Many of the offending lawsuits began or were concluded entirely during Crozier's tenure and under his eye. These include the appalling bankrupting of Castleton over 2005-7 (Post Office v Castleton [2007] EWHC 5(QB), to which and to whose character the documentary rightly devoted a great deal of screen time; memory-jogger, £321,000 costs order on an indemnity basis, i.e., as bad as it could possibly get).
Crozier has extra relevance for then being CEO of ITV which produced the documentary that is the subject of this Wiki article, and which gave viewers the impression that Vennells was responsible, while in fact Vennells became CEO and acquired relevant responsibility three years after Castleton was destroyed and his case closed. Familiarise yourself, please, with the timeline documented in the final section at Womble Bond Dickinson.
You are picking and choosing (e.g., your interpretation of The Times' article I linked to behind the paywall) and I'm advised you may be trolling me. I hope not. I strongly suspect you honestly have no idea how much I, and many other activists, have "invested" in this exposure of wicked corruption.
I will therefore reinstate the material, with better references/citations, and not as a section on its own (demoted), which is what your immediately preceding contribution apparently takes issue with, but combined with other commentary.
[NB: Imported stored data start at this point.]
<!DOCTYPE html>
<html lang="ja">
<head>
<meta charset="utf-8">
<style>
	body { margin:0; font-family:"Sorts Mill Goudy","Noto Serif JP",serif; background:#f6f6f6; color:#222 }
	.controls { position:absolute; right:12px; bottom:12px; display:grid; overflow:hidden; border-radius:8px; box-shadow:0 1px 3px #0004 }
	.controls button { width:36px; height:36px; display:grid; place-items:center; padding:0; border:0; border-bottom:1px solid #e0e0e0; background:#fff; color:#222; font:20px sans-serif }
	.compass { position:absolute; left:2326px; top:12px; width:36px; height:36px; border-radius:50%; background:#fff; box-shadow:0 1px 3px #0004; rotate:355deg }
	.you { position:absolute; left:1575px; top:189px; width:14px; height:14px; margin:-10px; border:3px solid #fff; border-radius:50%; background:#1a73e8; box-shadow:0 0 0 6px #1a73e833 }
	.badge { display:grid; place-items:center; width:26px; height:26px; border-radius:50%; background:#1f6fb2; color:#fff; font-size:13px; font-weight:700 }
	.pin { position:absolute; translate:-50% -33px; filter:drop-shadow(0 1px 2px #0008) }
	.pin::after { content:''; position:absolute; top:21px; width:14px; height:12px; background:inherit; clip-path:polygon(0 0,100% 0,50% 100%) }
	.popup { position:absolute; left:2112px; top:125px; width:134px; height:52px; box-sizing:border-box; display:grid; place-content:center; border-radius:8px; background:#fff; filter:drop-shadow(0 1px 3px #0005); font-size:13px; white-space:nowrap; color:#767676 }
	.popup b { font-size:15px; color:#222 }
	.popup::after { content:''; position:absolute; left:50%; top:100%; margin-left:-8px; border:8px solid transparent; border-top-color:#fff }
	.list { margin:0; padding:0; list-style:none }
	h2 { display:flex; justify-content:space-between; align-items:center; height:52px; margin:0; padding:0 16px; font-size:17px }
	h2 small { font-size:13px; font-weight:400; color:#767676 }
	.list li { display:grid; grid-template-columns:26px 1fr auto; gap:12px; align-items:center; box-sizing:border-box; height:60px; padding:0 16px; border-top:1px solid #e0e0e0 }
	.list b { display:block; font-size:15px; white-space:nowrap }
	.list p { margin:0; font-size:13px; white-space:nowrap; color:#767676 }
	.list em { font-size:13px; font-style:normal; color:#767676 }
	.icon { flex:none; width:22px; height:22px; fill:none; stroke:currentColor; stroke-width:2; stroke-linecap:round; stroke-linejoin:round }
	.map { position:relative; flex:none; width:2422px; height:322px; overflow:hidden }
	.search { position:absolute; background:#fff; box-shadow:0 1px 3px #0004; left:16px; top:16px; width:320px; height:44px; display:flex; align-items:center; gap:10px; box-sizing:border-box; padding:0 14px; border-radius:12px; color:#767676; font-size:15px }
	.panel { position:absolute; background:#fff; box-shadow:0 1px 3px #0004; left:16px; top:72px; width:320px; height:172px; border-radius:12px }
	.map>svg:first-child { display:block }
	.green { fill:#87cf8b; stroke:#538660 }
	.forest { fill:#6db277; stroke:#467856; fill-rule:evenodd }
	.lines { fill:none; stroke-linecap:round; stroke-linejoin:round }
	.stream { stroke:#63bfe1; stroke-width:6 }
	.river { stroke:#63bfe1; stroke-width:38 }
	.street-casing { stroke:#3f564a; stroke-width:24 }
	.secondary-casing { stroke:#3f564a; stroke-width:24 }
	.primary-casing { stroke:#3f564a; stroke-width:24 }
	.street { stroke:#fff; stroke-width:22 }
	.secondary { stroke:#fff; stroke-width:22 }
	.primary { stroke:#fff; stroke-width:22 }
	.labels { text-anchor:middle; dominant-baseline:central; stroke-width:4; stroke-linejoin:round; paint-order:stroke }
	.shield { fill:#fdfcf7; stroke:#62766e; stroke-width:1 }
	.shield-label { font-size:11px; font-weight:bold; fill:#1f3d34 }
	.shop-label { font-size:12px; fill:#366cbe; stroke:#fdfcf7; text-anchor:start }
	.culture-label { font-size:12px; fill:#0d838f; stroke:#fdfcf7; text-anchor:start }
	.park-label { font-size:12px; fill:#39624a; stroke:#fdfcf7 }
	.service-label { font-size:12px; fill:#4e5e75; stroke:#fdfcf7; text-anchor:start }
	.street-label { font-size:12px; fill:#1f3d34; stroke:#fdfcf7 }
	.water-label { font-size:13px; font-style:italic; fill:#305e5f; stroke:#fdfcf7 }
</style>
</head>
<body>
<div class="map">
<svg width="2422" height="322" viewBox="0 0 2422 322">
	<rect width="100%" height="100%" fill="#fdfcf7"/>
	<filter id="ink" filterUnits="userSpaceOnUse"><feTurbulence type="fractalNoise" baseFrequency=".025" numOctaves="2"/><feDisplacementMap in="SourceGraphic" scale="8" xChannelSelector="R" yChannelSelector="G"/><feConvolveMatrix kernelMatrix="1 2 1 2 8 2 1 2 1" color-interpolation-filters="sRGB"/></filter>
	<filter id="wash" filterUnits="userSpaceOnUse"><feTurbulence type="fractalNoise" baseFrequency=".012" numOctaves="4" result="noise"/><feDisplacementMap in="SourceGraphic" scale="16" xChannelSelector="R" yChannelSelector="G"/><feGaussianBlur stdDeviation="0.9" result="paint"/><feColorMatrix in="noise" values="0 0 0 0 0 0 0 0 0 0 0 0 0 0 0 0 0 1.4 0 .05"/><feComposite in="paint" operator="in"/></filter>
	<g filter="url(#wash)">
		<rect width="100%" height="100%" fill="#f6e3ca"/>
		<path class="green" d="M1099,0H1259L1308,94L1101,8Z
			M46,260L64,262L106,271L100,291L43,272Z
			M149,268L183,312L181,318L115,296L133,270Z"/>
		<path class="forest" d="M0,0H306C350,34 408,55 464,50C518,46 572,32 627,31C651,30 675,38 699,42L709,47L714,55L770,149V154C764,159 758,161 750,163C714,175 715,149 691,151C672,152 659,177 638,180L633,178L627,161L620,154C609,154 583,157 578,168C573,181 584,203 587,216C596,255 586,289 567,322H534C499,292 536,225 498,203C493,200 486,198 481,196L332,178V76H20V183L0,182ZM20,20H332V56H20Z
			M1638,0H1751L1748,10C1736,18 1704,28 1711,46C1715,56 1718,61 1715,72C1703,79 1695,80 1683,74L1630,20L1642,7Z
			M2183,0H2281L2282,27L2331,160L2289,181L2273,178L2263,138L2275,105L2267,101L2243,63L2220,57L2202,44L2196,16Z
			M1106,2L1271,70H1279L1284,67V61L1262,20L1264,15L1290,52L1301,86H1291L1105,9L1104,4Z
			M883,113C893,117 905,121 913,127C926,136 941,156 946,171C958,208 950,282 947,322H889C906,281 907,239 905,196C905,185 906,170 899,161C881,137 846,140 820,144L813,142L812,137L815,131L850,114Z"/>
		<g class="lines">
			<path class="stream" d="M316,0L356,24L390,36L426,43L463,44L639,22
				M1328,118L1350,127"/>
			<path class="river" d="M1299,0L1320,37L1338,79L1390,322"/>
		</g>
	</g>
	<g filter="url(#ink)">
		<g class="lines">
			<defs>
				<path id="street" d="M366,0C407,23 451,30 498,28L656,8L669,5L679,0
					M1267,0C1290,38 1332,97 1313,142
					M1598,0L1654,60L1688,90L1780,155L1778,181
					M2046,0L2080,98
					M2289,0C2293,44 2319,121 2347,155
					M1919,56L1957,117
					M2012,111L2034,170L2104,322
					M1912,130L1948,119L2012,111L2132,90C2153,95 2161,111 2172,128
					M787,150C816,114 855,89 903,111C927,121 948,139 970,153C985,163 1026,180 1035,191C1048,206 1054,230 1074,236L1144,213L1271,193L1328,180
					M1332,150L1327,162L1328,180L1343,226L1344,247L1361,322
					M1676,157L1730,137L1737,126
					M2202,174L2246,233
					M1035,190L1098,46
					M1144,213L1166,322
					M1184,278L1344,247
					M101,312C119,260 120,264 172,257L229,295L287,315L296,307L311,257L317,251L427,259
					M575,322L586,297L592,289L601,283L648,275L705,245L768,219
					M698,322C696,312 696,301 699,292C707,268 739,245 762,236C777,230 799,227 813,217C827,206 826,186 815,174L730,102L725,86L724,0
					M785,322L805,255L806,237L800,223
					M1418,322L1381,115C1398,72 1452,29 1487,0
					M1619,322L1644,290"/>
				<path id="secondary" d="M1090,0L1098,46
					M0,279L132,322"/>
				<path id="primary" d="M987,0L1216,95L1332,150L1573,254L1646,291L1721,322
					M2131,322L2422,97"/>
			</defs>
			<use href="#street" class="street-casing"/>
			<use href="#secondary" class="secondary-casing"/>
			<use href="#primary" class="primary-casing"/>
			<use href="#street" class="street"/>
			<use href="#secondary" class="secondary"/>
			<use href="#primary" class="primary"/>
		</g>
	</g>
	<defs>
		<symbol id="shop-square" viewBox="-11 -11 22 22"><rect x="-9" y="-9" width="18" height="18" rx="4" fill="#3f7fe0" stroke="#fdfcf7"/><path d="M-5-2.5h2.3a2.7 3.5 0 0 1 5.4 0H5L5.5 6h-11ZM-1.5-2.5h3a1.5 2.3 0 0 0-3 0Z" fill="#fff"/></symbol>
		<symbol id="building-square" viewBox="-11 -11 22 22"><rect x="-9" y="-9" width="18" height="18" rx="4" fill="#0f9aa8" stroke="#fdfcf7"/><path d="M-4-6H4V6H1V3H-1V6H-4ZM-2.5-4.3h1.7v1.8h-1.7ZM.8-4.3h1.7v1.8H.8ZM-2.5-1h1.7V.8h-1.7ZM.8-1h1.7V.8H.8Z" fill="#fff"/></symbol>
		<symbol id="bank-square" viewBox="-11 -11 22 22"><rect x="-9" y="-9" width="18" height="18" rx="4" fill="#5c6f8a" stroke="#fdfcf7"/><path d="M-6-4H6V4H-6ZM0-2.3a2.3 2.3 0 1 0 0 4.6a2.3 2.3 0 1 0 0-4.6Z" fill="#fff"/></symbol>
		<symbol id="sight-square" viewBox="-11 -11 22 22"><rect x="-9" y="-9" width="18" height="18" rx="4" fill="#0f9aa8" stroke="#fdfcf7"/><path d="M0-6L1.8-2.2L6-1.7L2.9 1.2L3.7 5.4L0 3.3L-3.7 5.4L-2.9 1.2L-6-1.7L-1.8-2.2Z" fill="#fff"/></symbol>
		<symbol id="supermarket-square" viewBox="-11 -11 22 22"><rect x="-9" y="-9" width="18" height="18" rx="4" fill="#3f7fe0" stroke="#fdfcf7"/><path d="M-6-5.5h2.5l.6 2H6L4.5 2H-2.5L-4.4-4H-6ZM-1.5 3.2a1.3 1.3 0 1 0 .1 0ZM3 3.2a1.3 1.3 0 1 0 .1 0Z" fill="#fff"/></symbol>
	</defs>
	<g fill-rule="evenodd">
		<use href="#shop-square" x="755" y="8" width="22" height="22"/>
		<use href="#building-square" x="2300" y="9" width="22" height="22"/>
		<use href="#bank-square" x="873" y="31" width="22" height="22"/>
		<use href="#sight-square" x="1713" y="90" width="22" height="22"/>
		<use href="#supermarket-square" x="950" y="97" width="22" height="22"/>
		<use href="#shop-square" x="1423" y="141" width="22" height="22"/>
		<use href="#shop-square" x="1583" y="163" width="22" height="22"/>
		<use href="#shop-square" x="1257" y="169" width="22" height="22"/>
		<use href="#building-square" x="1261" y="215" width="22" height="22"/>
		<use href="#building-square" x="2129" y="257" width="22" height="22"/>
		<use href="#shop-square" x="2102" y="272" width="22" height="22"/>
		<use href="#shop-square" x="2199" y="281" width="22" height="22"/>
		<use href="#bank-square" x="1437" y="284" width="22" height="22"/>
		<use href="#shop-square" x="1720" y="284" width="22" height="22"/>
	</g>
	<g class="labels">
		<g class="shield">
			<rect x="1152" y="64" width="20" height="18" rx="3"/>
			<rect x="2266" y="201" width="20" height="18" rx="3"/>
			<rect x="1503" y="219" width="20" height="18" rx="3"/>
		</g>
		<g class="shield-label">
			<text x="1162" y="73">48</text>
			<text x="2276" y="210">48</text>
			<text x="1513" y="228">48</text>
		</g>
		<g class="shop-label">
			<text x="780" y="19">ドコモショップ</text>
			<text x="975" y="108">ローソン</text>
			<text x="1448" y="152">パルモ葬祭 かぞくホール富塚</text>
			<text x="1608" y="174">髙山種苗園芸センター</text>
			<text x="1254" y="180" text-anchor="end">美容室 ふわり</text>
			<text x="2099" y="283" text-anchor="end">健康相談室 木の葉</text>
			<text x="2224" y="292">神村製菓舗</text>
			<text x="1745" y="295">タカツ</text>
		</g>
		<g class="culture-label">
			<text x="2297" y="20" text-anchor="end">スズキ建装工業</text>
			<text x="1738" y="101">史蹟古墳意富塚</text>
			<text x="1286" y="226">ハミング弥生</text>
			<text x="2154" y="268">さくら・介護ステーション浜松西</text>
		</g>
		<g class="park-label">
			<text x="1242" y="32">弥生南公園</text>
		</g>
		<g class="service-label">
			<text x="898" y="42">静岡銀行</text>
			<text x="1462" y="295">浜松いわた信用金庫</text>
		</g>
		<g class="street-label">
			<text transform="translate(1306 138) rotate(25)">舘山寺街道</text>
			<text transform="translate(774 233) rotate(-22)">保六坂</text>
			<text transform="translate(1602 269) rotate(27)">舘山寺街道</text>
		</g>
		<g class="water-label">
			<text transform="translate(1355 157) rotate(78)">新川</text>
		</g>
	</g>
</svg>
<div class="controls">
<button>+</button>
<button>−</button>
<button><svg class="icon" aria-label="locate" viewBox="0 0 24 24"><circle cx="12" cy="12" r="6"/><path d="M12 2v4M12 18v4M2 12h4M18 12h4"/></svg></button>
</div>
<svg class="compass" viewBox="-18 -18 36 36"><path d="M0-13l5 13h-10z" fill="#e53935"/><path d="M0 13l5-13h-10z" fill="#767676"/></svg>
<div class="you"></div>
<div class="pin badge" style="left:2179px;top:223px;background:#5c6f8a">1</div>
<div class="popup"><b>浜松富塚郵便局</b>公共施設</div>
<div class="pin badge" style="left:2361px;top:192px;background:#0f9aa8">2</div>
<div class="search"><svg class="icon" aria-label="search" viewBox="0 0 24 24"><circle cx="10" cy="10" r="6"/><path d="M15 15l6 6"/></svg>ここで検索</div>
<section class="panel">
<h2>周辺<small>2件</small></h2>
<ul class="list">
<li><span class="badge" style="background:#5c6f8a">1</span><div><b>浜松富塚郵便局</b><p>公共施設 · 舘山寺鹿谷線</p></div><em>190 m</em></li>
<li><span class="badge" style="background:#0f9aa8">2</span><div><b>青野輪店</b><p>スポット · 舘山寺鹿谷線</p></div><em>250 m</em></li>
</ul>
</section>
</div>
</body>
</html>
Let the length be in the references and not in the article text, where a single sentence will suffice and leave it to those interested to explore. Compromise is the Wikispirit. If you think I am attempting to deflect attention from Vennells, you will swiftly learn from a review of my recent contributions that the opposite is true. If you now delete my impending compromise edit, I will consider it disruptive editing if not vandalism, and it will be reported to ANI, and I will seek other remedies. But I hope you will see reason, as I do. Thank you. Albin-Counter (talk) 22:49, 10 January 2024 (UTC)[reply]
"Threat"? Perhaps you are unfamiliar with internal Wiki processes to resolve edit wars, and terminology?
However, any attempt to downplay or suppress this scandal, viz., why the former ITV CEO got a free pass in the otherwise excellent ITV docu-drama, simply won't work any more.